SPRINGFIELD, Va. (CNN) - A woman’s fight to keep her home-based business came to a disappointing end after a zoning dispute.
A Virginia woman who sells Lularoe through her e-commerce site is being forced to go out of business because of a zoning ordinance that officials admit is outdated. (Source: WJLA/CNN)
Virginia officials are looking for ways to modernize ordinances to help business owners.
It all played out Friday morning at the Fairfax County Courthouse.
“It’s terrifying to think - am I going to make my car payment, am I going to lose my car insurance because I can’t pay that,” Marietta Grundlehner said.
It’s close to $30,000 in lost income for Grundlehner because she says her home-based Lularoe business is being shut down.
“Lularoe has been a blessing for me,” she said.

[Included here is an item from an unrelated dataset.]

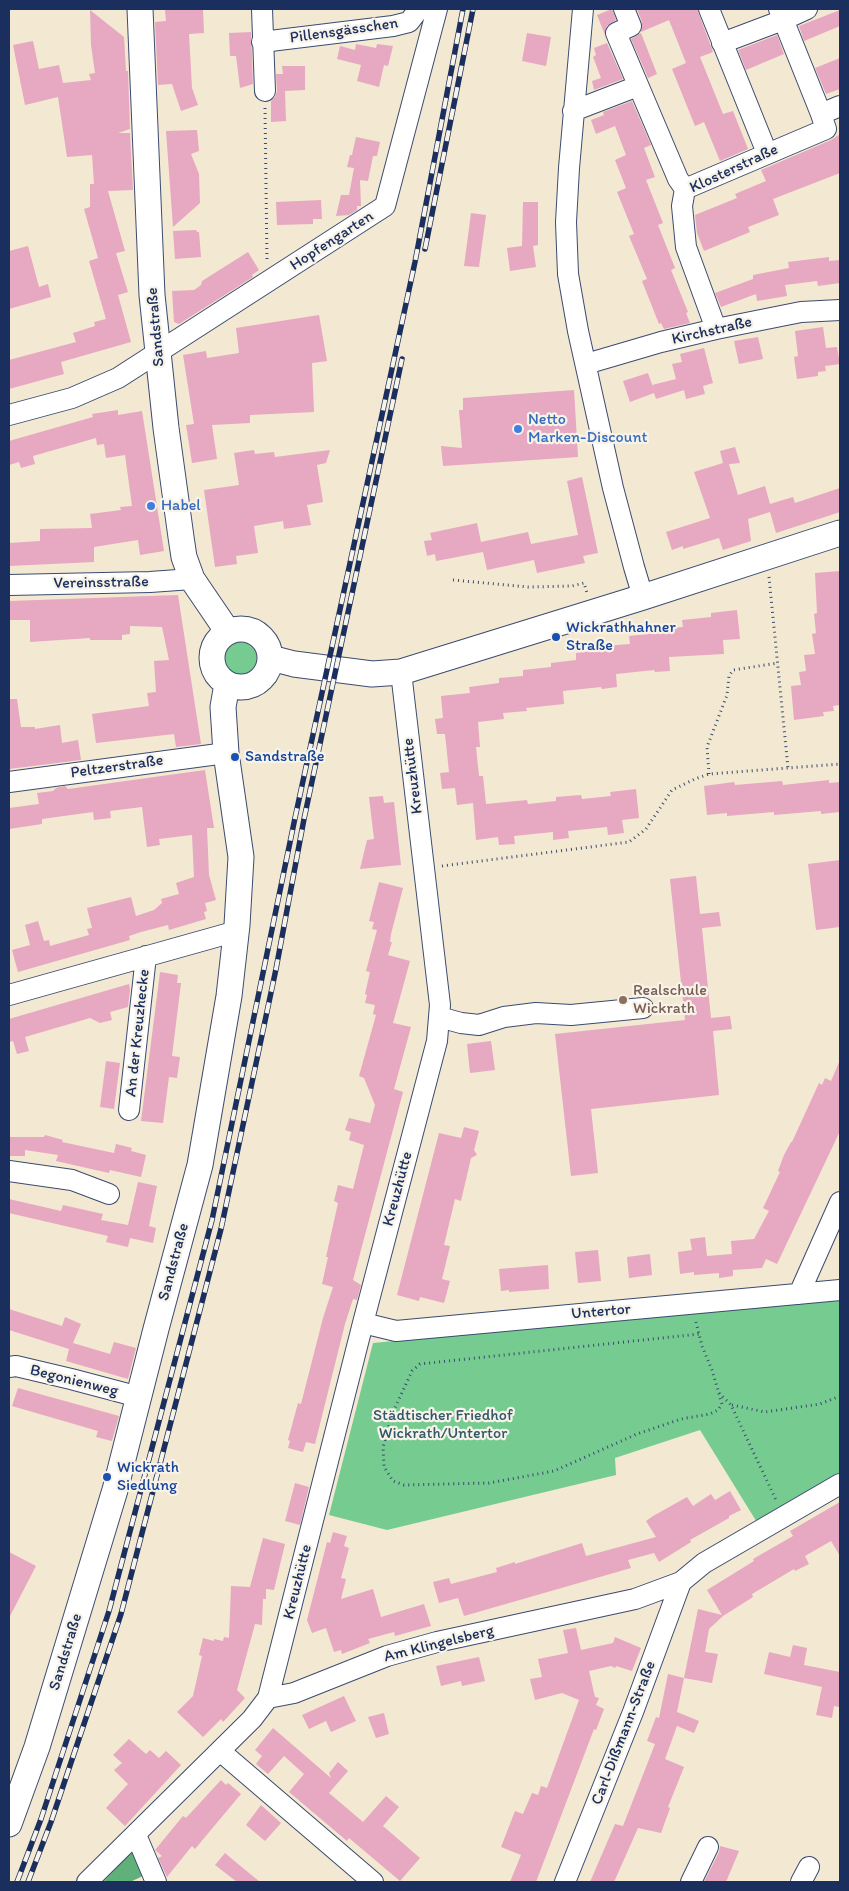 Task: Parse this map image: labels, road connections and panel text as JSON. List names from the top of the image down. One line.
{"streets":{"main road":["Sandstraße"],"street":["Pillensgässchen","Klosterstraße","Hopfengarten","Kirchstraße","Vereinsstraße","Peltzerstraße","Kreuzhütte","An der Kreuzhecke","Untertor","Begonienweg","Am Klingelsberg","Carl-Dißmann-Straße"]},"crossings":[["Klosterstraße","Kirchstraße"],["Hopfengarten","Sandstraße"],["Sandstraße","Vereinsstraße"],["Sandstraße","Peltzerstraße"],["Sandstraße","An der Kreuzhecke"],["Sandstraße","Begonienweg"],["Kreuzhütte","Untertor"],["Kreuzhütte","Am Klingelsberg"],["Am Klingelsberg","Carl-Dißmann-Straße"]],"parks":["Städtischer Friedhof Wickrath/Untertor"],"places":["Netto Marken-Discount","Habel","Wickrathhahner Straße","Sandstraße","Realschule Wickrath","Wickrath Siedlung"]}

Grundlehner started an online petition as a last effort to save her livelihood after Fairfax County found her in violation of its zoning ordinance. The official notice of violation said a “retail sales establishment” was not allowed to operate out of her townhome in Springfield.
The zoning dispute went to court, where Grundlehner said the hearing did not go her way.
“In five days, I must get rid of all the inventory. I just have to remove everything in that boutique that you saw and not sell,” Grundlehner said.
It was a complaint from a neighbor that first brought zoning inspectors to Grundlehner’s home.
Fairfax Supervisor Daniel Storck said these situations are a delicate balancing act.
“That is always the tough one because we have humans and people and our dreams and passions, and we also have standards that the community wants us to enforce,” he said.
But he said the county is already looking for ways to modernize its zoning regulations regarding home-based businesses. And Grundlehner can only hope that happens soon.
“The zoning laws need to be amended to be up to speed with e-commerce these days,” she said.